◆ What needs to be done ◆
A word-for-word copy of the entries is the goal; leave out the pictures.

◆ Records for the task ◆

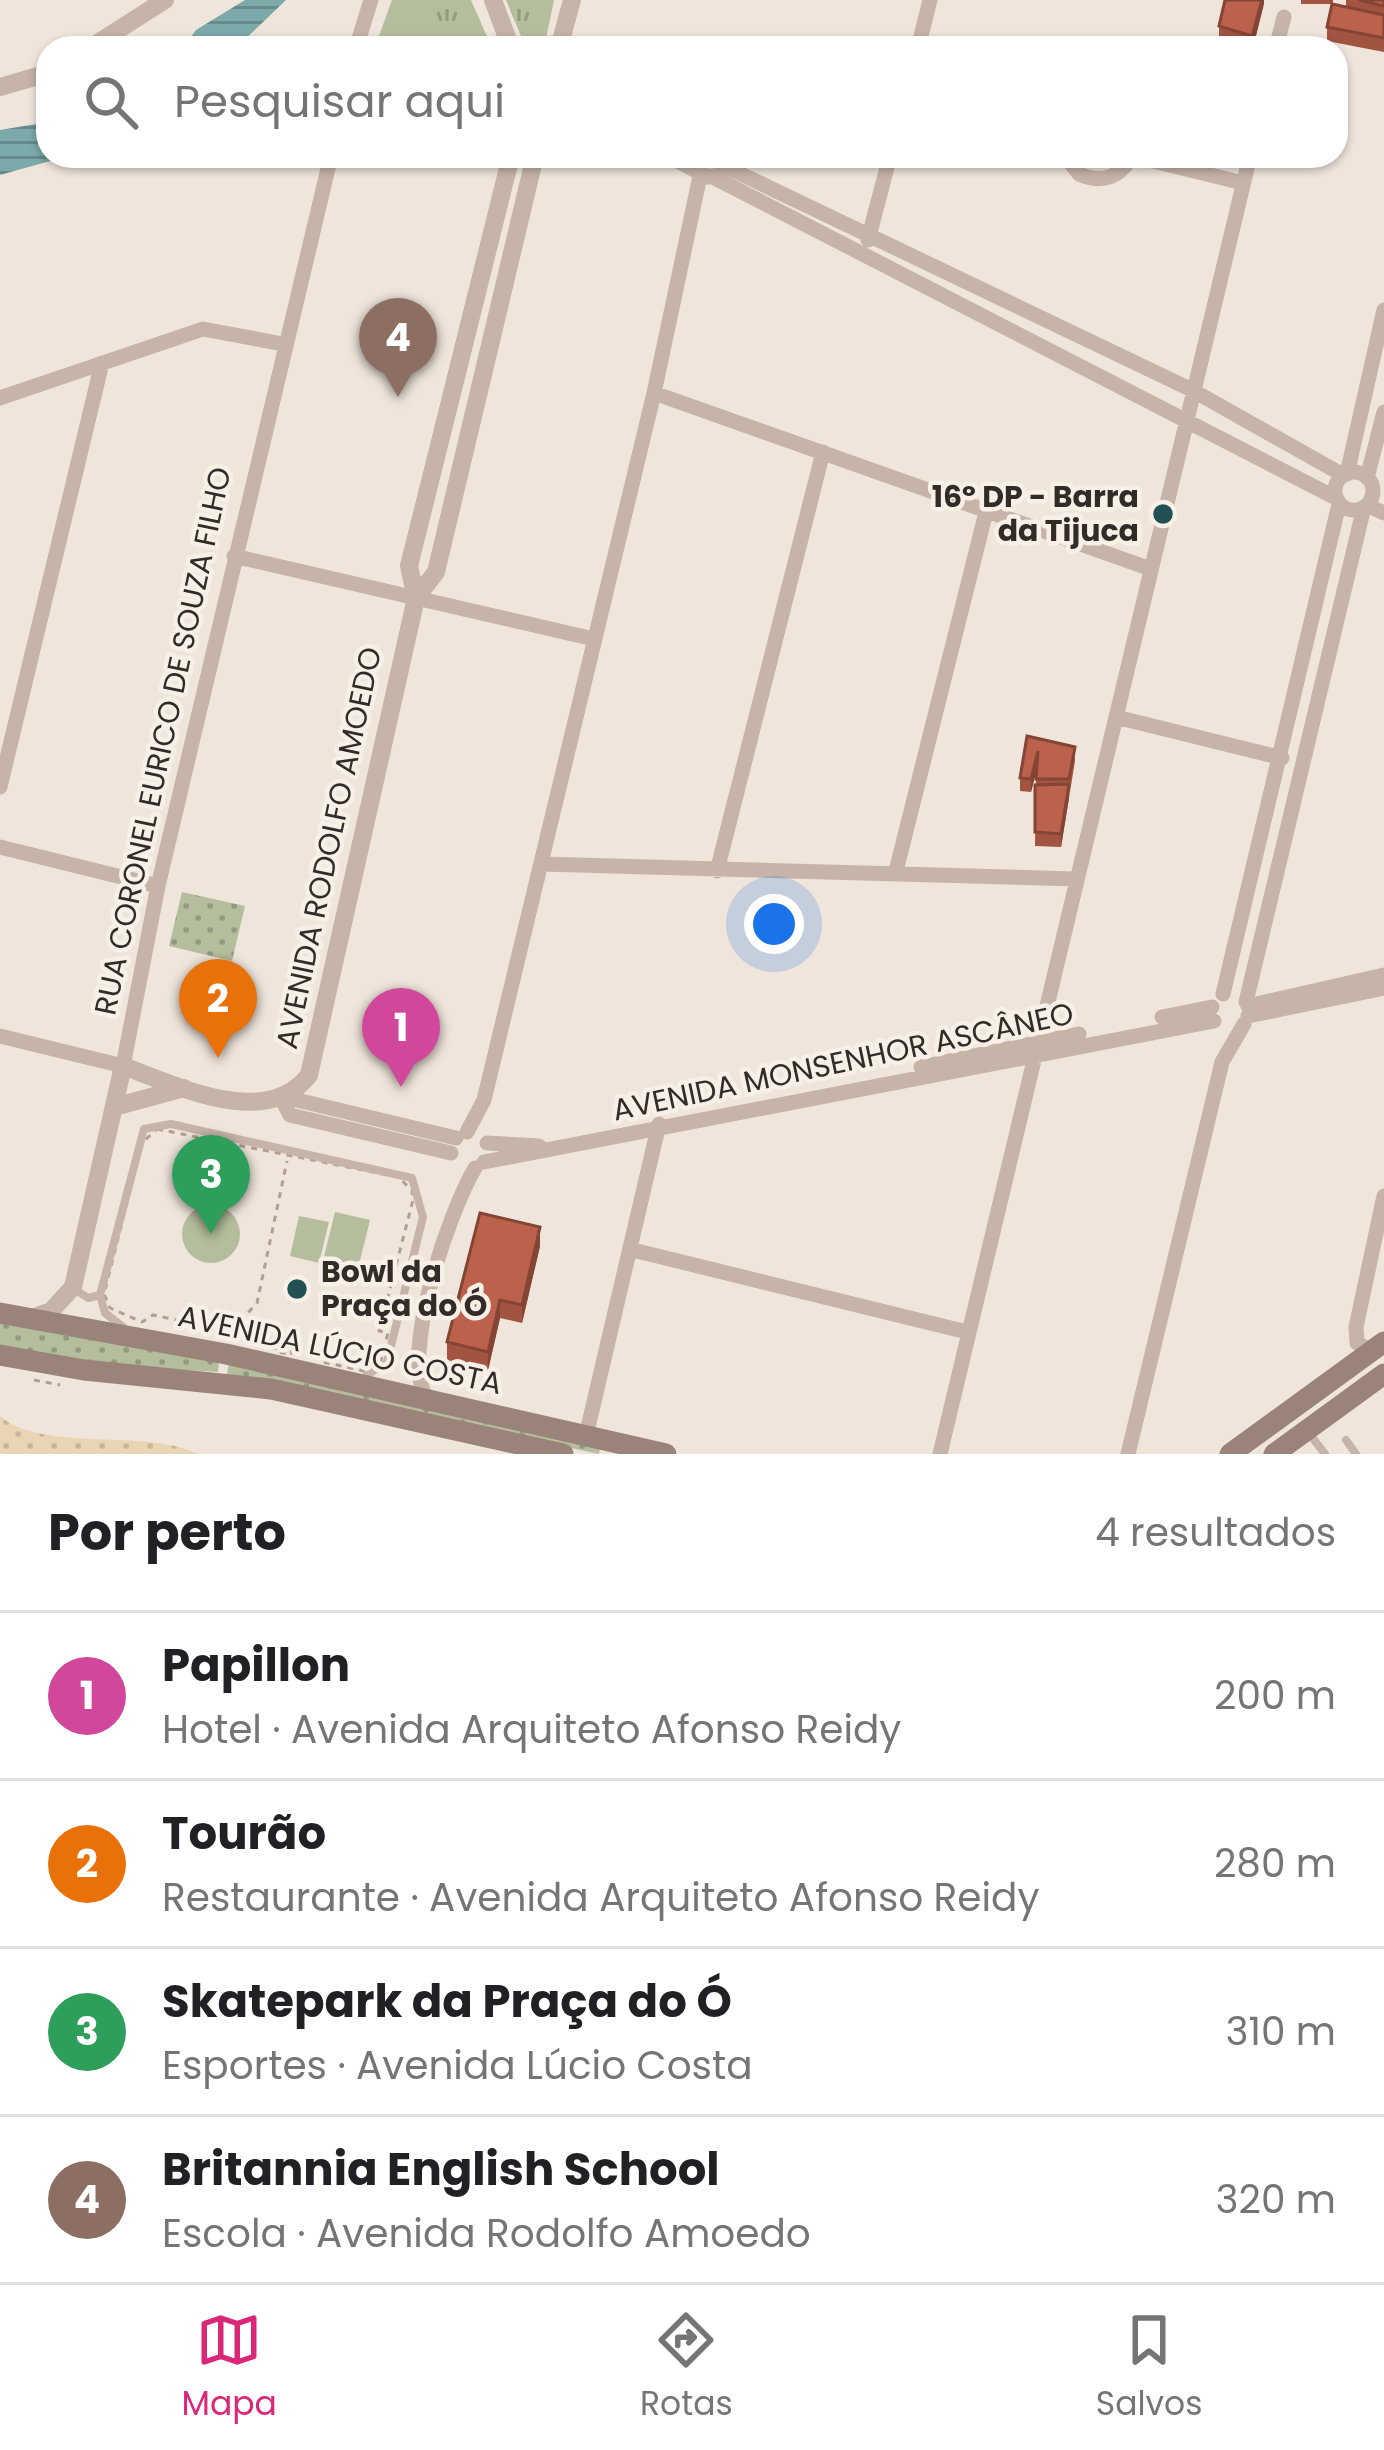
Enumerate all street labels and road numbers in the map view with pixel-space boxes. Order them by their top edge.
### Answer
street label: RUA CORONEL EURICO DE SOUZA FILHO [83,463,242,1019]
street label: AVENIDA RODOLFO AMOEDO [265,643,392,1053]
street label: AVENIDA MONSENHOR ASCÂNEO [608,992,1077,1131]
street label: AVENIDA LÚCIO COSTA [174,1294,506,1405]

◆ Exercise response ◆
Enumerate all street labels and road numbers in the map view with pixel-space boxes. Order them by their top edge.
### Answer
street label: RUA CORONEL EURICO DE SOUZA FILHO [83,463,242,1019]
street label: AVENIDA RODOLFO AMOEDO [265,643,392,1053]
street label: AVENIDA MONSENHOR ASCÂNEO [608,992,1077,1131]
street label: AVENIDA LÚCIO COSTA [174,1294,506,1405]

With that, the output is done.